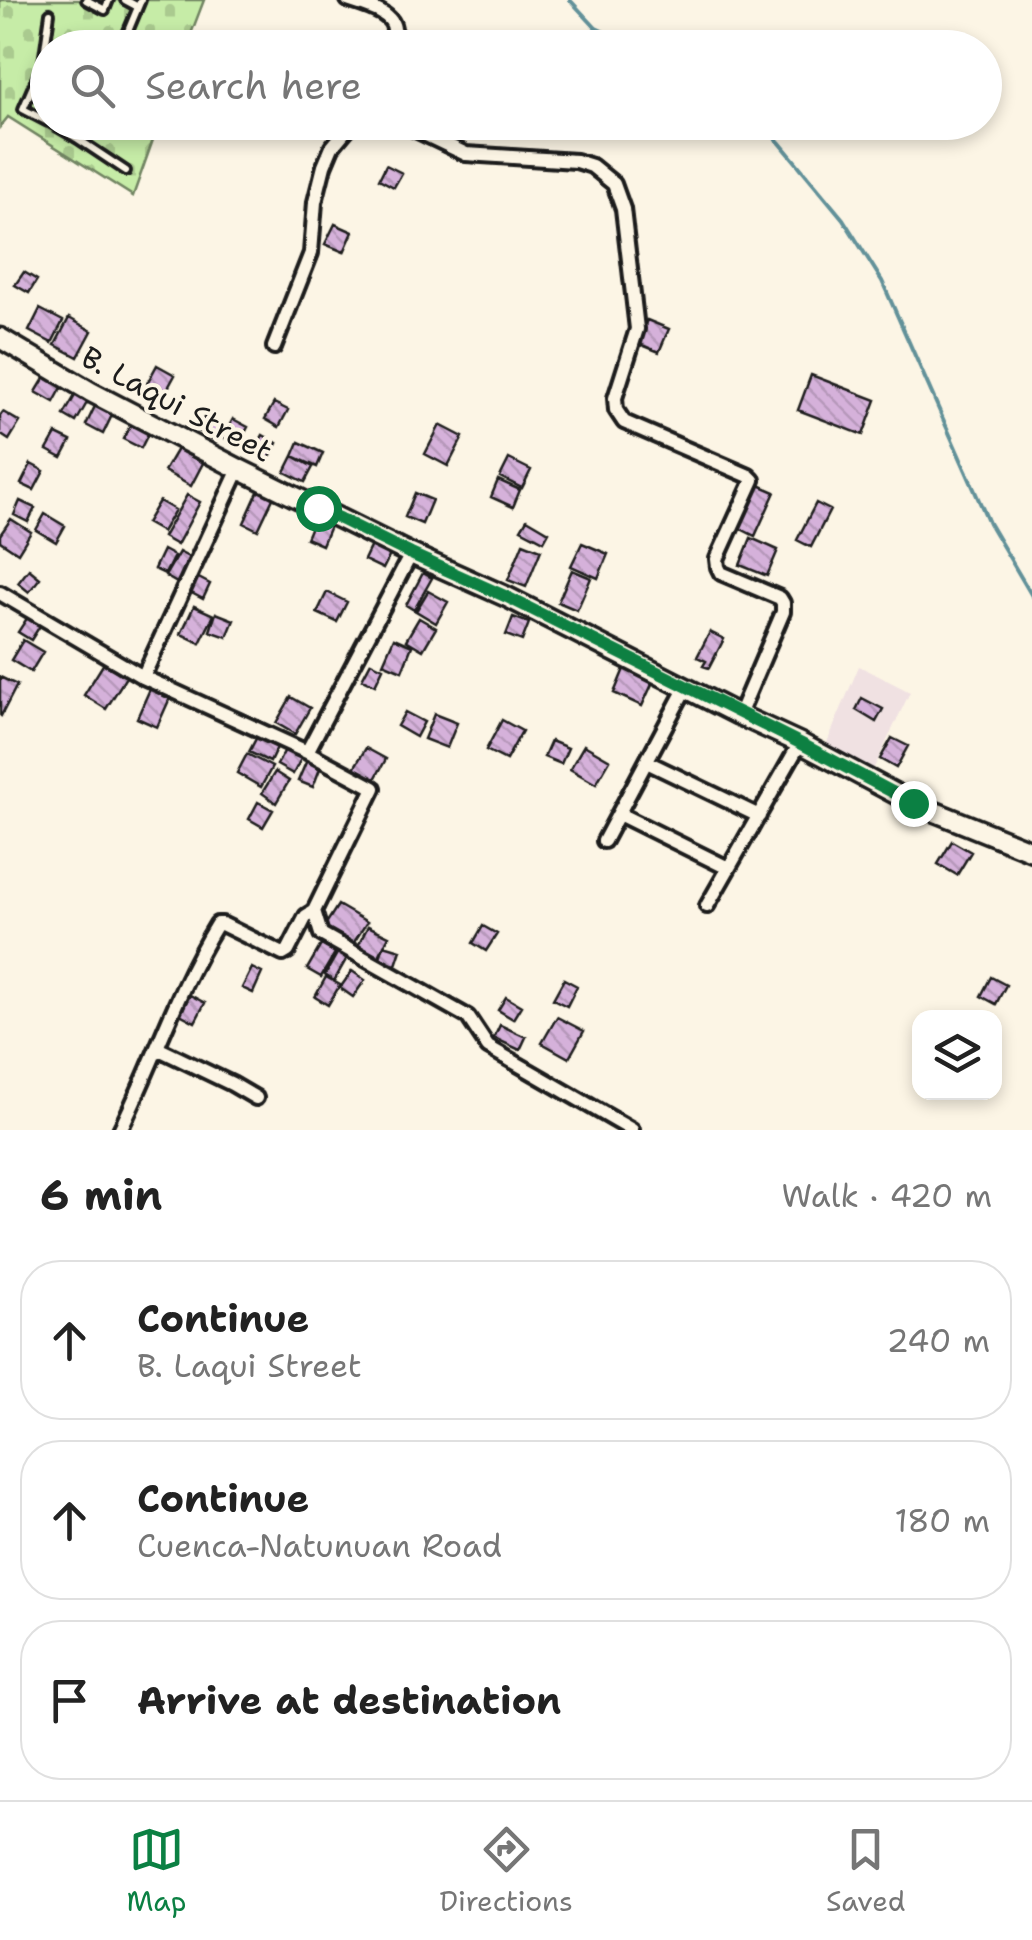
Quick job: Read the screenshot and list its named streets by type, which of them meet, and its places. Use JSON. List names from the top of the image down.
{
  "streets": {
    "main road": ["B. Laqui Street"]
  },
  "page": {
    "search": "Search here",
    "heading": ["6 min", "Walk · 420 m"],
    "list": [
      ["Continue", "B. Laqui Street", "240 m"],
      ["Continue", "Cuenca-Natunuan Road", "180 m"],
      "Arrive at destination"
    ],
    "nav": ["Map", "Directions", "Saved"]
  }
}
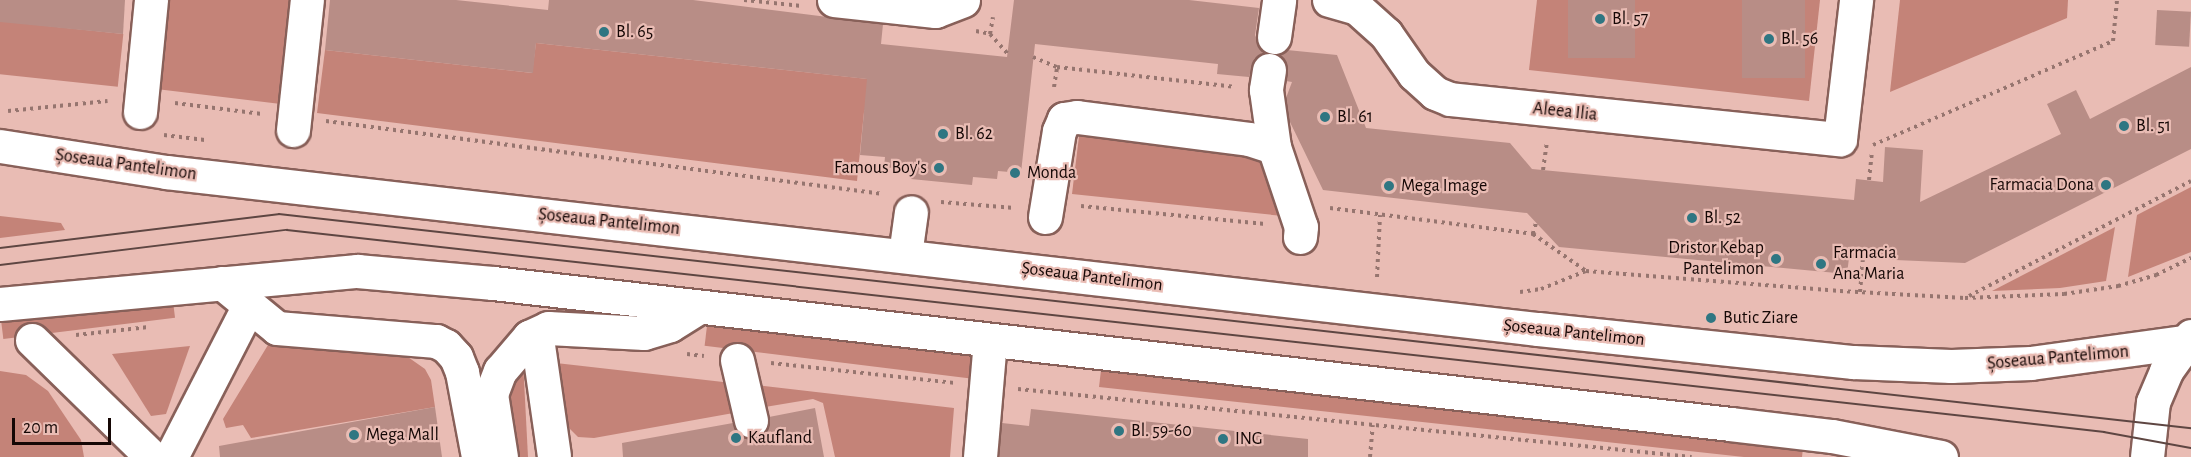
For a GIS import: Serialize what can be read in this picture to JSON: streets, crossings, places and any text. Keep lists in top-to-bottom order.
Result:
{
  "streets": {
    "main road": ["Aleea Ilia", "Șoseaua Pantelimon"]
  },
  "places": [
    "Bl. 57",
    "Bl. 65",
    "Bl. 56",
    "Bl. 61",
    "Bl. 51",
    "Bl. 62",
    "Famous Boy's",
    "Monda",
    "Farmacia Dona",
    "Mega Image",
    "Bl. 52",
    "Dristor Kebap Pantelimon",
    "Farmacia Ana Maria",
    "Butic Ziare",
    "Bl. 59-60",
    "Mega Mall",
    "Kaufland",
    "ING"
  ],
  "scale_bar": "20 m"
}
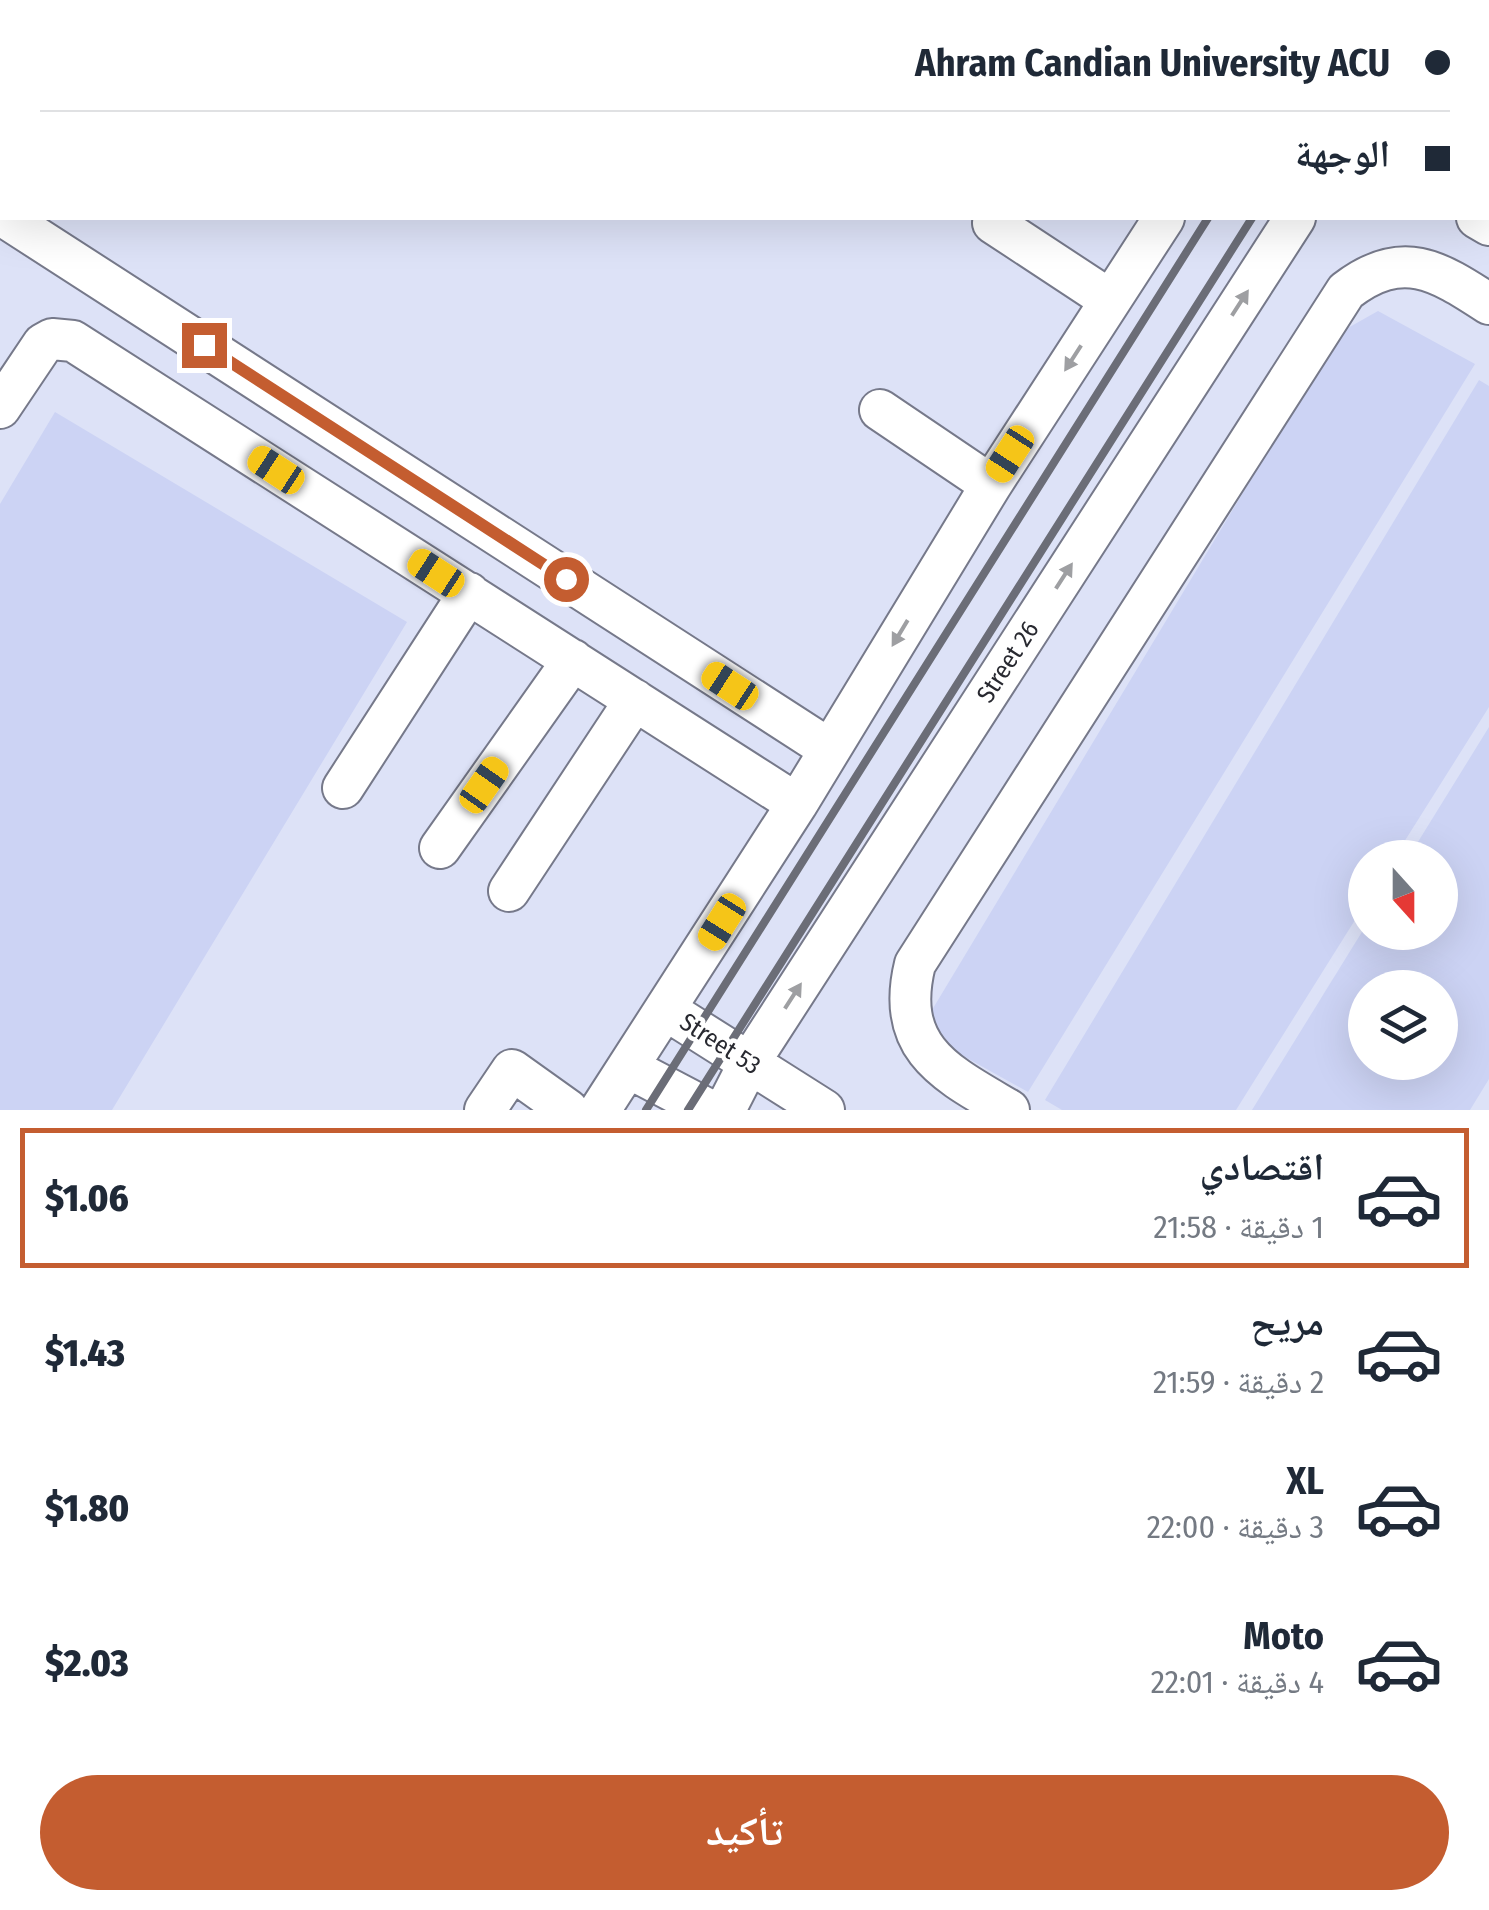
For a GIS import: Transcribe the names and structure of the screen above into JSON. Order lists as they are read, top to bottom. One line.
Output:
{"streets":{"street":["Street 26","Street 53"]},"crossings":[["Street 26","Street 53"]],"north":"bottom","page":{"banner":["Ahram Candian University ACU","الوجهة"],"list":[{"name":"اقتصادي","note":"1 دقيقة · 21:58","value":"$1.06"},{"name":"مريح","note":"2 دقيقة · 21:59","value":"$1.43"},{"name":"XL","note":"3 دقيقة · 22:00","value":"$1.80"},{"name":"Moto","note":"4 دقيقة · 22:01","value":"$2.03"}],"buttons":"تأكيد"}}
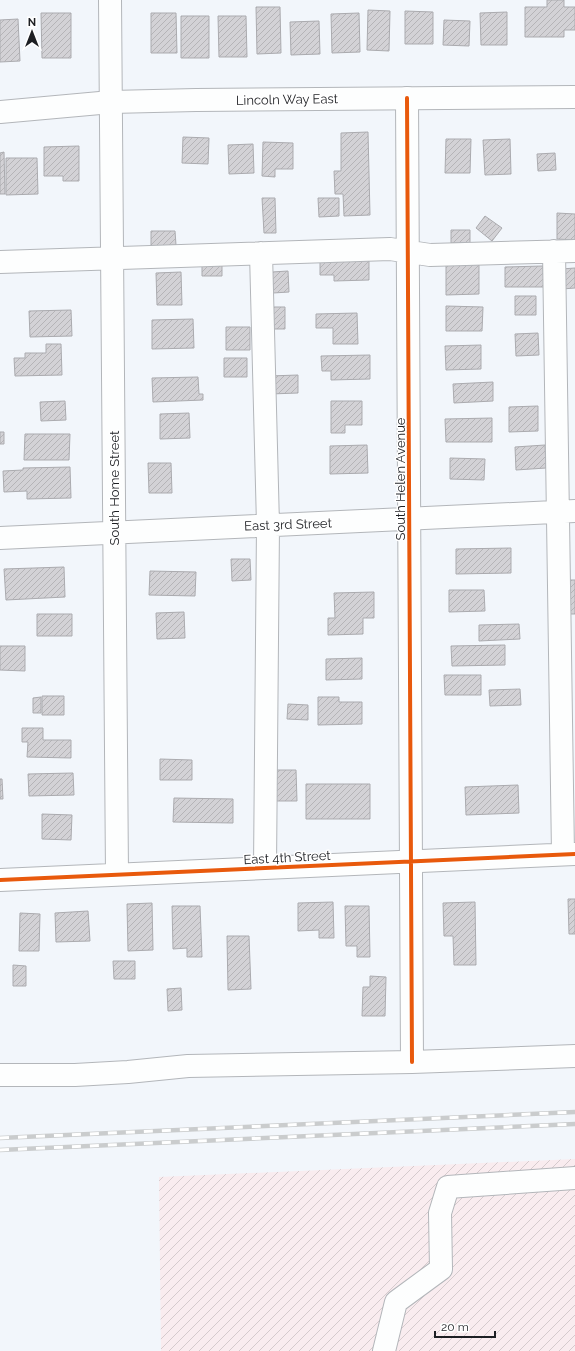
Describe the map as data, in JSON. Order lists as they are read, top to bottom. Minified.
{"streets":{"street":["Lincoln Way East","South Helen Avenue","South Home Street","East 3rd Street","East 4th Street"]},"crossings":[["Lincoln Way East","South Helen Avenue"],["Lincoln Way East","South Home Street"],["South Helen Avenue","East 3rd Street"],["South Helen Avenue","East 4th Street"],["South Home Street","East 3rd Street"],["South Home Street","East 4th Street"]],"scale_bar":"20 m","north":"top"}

○ ○ ○ ○ ○

Please restate the whole listing exactly, without any of its pictures.

Quick job: Read the screenshot and list its named streets by type, which of them meet, and its places. Use JSON. List names from the top of the image down.
{
  "streets": {
    "main road": ["B. Laqui Street"]
  },
  "page": {
    "search": "Search here",
    "heading": ["6 min", "Walk · 420 m"],
    "list": [
      ["Continue", "B. Laqui Street", "240 m"],
      ["Continue", "Cuenca-Natunuan Road", "180 m"],
      "Arrive at destination"
    ],
    "nav": ["Map", "Directions", "Saved"]
  }
}
For a GIS import: Serialize what can be read in this picture to JSON: streets, crossings, places and any text. Keep lists in top-to-bottom order.
Result:
{
  "streets": {
    "main road": ["Aleea Ilia", "Șoseaua Pantelimon"]
  },
  "places": [
    "Bl. 57",
    "Bl. 65",
    "Bl. 56",
    "Bl. 61",
    "Bl. 51",
    "Bl. 62",
    "Famous Boy's",
    "Monda",
    "Farmacia Dona",
    "Mega Image",
    "Bl. 52",
    "Dristor Kebap Pantelimon",
    "Farmacia Ana Maria",
    "Butic Ziare",
    "Bl. 59-60",
    "Mega Mall",
    "Kaufland",
    "ING"
  ],
  "scale_bar": "20 m"
}
For a GIS import: Transcribe the names and structure of the screen above into JSON. Order lists as they are read, top to bottom. One line.
Output:
{"streets":{"street":["Street 26","Street 53"]},"crossings":[["Street 26","Street 53"]],"north":"bottom","page":{"banner":["Ahram Candian University ACU","الوجهة"],"list":[{"name":"اقتصادي","note":"1 دقيقة · 21:58","value":"$1.06"},{"name":"مريح","note":"2 دقيقة · 21:59","value":"$1.43"},{"name":"XL","note":"3 دقيقة · 22:00","value":"$1.80"},{"name":"Moto","note":"4 دقيقة · 22:01","value":"$2.03"}],"buttons":"تأكيد"}}
Describe the map as data, in JSON. Order lists as they are read, top to bottom. Minified.
{"streets":{"street":["Lincoln Way East","South Helen Avenue","South Home Street","East 3rd Street","East 4th Street"]},"crossings":[["Lincoln Way East","South Helen Avenue"],["Lincoln Way East","South Home Street"],["South Helen Avenue","East 3rd Street"],["South Helen Avenue","East 4th Street"],["South Home Street","East 3rd Street"],["South Home Street","East 4th Street"]],"scale_bar":"20 m","north":"top"}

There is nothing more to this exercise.